- **WHAT YOU WILL DO**: Take the lines from the beginning of the data below through the line holding "translate:-100% -50%; text-align:right" and return exactly those.

(MATERIAL FOR THE TASK begins)

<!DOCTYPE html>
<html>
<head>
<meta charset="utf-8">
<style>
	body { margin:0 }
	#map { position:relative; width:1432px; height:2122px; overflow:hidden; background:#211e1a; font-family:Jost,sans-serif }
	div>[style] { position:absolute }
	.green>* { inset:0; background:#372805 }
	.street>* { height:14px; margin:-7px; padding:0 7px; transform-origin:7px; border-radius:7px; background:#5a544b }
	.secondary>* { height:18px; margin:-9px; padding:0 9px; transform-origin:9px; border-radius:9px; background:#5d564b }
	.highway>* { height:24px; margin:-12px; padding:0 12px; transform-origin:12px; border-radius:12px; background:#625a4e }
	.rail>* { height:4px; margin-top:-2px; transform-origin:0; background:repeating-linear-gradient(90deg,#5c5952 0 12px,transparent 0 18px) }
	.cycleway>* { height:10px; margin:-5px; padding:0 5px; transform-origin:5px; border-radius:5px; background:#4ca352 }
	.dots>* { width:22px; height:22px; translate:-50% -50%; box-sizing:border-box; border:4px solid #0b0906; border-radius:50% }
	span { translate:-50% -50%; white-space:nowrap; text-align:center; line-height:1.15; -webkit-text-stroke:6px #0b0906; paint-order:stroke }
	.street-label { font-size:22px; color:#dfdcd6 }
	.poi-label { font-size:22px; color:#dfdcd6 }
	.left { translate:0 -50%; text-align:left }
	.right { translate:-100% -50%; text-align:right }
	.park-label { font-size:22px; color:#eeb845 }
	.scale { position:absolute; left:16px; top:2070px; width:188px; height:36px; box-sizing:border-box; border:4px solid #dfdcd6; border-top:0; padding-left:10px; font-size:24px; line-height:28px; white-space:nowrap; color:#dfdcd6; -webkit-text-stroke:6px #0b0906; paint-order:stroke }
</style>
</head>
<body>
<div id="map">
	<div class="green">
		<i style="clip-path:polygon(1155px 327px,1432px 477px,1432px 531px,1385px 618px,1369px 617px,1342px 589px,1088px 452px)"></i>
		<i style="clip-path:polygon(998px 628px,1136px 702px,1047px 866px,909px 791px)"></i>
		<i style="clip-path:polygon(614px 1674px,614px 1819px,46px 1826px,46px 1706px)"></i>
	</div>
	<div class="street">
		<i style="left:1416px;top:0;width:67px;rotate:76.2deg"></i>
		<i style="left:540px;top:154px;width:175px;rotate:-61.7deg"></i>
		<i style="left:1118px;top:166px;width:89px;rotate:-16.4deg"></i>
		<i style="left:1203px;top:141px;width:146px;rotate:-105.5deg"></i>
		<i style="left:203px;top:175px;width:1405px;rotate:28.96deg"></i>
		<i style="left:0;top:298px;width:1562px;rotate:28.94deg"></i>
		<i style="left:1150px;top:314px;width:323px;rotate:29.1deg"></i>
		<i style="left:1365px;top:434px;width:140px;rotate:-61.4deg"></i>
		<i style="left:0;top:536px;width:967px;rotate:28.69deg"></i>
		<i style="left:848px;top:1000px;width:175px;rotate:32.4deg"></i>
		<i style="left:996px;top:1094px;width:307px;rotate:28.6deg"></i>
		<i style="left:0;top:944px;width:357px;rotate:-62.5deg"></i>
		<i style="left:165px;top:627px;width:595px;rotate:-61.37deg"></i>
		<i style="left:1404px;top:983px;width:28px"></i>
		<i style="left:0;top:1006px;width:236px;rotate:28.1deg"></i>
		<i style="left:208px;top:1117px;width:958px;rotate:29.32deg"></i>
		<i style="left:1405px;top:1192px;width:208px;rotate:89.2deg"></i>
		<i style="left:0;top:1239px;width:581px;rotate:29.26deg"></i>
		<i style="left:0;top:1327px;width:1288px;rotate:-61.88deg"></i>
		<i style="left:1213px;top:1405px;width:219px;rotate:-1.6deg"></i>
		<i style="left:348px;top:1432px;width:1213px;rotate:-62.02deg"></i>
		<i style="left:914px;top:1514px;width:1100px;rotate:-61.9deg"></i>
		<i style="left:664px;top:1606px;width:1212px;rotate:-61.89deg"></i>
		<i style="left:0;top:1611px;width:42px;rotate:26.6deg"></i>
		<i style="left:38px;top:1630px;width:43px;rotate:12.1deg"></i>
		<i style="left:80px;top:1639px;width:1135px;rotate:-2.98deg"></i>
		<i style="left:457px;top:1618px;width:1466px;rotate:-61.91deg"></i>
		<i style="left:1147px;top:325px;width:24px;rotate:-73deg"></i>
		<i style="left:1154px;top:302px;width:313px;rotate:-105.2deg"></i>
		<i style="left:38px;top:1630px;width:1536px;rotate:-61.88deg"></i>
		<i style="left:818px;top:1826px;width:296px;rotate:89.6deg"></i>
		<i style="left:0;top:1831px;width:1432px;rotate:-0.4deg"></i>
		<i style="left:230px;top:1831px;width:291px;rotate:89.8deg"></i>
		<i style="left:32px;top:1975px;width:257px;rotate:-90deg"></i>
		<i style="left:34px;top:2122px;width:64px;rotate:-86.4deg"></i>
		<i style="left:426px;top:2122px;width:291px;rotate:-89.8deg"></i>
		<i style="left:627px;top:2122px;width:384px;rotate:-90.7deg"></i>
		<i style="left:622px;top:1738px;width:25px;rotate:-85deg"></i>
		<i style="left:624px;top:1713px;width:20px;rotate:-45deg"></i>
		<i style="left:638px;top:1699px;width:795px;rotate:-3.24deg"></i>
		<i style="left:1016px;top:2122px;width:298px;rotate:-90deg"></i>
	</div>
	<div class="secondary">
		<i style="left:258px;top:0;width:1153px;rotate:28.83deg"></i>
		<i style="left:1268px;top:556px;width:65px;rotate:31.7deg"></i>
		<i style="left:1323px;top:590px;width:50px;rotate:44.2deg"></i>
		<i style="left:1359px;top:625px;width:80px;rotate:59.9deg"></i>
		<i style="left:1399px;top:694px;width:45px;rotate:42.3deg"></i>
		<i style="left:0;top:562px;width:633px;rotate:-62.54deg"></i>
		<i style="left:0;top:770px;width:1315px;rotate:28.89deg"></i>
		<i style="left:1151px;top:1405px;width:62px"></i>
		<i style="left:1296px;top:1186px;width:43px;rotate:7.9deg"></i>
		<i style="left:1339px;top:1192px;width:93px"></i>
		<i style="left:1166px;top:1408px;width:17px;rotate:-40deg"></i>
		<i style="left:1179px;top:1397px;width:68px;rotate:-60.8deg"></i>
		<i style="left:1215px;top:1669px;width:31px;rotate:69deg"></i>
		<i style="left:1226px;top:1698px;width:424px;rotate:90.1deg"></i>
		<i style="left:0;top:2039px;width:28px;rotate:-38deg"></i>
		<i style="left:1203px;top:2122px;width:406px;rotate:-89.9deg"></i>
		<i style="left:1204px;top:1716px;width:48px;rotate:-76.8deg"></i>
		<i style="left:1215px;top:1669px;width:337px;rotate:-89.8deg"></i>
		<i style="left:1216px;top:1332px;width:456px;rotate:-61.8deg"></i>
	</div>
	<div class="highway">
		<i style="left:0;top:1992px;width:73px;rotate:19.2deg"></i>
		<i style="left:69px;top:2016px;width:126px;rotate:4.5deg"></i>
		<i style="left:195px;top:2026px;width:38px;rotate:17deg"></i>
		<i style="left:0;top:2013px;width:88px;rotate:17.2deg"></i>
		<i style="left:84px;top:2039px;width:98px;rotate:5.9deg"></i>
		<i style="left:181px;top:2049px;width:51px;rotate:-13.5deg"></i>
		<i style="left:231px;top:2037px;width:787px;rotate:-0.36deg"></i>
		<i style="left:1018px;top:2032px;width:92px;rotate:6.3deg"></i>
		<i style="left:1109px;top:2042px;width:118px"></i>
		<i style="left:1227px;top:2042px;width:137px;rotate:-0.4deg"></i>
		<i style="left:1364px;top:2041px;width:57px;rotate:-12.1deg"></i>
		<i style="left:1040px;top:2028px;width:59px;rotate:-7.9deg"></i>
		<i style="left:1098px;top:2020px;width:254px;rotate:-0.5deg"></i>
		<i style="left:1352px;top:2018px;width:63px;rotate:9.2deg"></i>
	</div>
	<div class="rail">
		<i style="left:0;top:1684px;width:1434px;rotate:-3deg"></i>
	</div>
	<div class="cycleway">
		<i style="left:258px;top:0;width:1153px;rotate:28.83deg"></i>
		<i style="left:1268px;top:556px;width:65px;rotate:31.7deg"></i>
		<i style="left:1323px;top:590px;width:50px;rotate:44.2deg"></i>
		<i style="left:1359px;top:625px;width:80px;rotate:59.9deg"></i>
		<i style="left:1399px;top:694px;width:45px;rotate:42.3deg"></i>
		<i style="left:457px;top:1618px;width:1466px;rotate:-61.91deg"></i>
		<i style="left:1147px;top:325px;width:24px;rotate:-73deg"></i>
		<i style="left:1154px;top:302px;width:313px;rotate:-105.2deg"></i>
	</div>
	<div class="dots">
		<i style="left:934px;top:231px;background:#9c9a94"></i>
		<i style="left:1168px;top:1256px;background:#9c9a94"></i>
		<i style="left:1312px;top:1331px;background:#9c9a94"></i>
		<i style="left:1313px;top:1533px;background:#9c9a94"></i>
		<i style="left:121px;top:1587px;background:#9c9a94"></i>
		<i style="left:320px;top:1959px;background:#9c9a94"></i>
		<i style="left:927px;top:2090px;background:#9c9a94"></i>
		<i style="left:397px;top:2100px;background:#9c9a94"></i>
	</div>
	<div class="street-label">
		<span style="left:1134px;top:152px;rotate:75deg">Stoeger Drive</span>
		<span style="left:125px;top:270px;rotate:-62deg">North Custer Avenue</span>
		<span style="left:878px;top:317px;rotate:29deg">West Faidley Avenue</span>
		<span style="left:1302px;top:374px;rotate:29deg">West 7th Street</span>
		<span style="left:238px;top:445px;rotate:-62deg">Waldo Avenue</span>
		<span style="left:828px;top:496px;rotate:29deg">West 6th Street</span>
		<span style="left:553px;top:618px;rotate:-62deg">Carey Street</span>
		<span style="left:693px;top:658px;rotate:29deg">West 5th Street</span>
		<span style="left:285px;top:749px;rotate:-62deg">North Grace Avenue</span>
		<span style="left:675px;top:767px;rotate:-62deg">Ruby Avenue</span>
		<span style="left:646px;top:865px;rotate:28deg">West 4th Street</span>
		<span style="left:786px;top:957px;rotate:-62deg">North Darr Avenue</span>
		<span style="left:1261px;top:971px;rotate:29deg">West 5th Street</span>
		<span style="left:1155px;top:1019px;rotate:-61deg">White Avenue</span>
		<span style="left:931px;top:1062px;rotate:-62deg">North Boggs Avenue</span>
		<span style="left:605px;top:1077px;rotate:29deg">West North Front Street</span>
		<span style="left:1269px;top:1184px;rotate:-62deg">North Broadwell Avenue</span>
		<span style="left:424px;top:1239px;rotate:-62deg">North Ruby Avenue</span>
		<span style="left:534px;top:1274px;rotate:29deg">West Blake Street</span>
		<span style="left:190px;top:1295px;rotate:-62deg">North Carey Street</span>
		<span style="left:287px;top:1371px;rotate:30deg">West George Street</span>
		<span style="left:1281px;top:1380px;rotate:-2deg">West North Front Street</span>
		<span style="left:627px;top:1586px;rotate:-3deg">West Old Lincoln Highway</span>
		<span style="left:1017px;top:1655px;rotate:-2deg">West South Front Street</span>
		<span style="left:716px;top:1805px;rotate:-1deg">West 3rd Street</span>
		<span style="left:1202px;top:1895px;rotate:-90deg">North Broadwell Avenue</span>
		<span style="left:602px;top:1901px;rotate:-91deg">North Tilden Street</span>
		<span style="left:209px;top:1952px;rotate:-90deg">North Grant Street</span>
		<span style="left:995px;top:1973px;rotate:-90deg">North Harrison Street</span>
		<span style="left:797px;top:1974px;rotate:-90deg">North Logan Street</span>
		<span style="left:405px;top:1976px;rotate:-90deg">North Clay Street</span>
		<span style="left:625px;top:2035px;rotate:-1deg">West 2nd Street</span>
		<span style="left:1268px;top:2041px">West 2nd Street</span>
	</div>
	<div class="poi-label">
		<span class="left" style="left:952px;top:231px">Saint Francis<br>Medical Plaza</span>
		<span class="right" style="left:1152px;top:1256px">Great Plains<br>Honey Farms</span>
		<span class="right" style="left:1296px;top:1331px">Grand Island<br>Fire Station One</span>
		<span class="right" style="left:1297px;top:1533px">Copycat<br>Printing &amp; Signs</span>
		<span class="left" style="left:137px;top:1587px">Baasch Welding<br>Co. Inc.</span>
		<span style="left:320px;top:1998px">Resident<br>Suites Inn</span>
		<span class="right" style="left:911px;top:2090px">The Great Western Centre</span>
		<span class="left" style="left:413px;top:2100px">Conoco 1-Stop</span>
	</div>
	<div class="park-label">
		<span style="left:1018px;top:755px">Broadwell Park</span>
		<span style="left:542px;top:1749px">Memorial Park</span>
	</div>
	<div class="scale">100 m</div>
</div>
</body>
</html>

(MATERIAL FOR THE TASK ends)

- **RESULT FOR THIS TASK**:
<!DOCTYPE html>
<html>
<head>
<meta charset="utf-8">
<style>
	body { margin:0 }
	#map { position:relative; width:1432px; height:2122px; overflow:hidden; background:#211e1a; font-family:Jost,sans-serif }
	div>[style] { position:absolute }
	.green>* { inset:0; background:#372805 }
	.street>* { height:14px; margin:-7px; padding:0 7px; transform-origin:7px; border-radius:7px; background:#5a544b }
	.secondary>* { height:18px; margin:-9px; padding:0 9px; transform-origin:9px; border-radius:9px; background:#5d564b }
	.highway>* { height:24px; margin:-12px; padding:0 12px; transform-origin:12px; border-radius:12px; background:#625a4e }
	.rail>* { height:4px; margin-top:-2px; transform-origin:0; background:repeating-linear-gradient(90deg,#5c5952 0 12px,transparent 0 18px) }
	.cycleway>* { height:10px; margin:-5px; padding:0 5px; transform-origin:5px; border-radius:5px; background:#4ca352 }
	.dots>* { width:22px; height:22px; translate:-50% -50%; box-sizing:border-box; border:4px solid #0b0906; border-radius:50% }
	span { translate:-50% -50%; white-space:nowrap; text-align:center; line-height:1.15; -webkit-text-stroke:6px #0b0906; paint-order:stroke }
	.street-label { font-size:22px; color:#dfdcd6 }
	.poi-label { font-size:22px; color:#dfdcd6 }
	.left { translate:0 -50%; text-align:left }
	.right { translate:-100% -50%; text-align:right }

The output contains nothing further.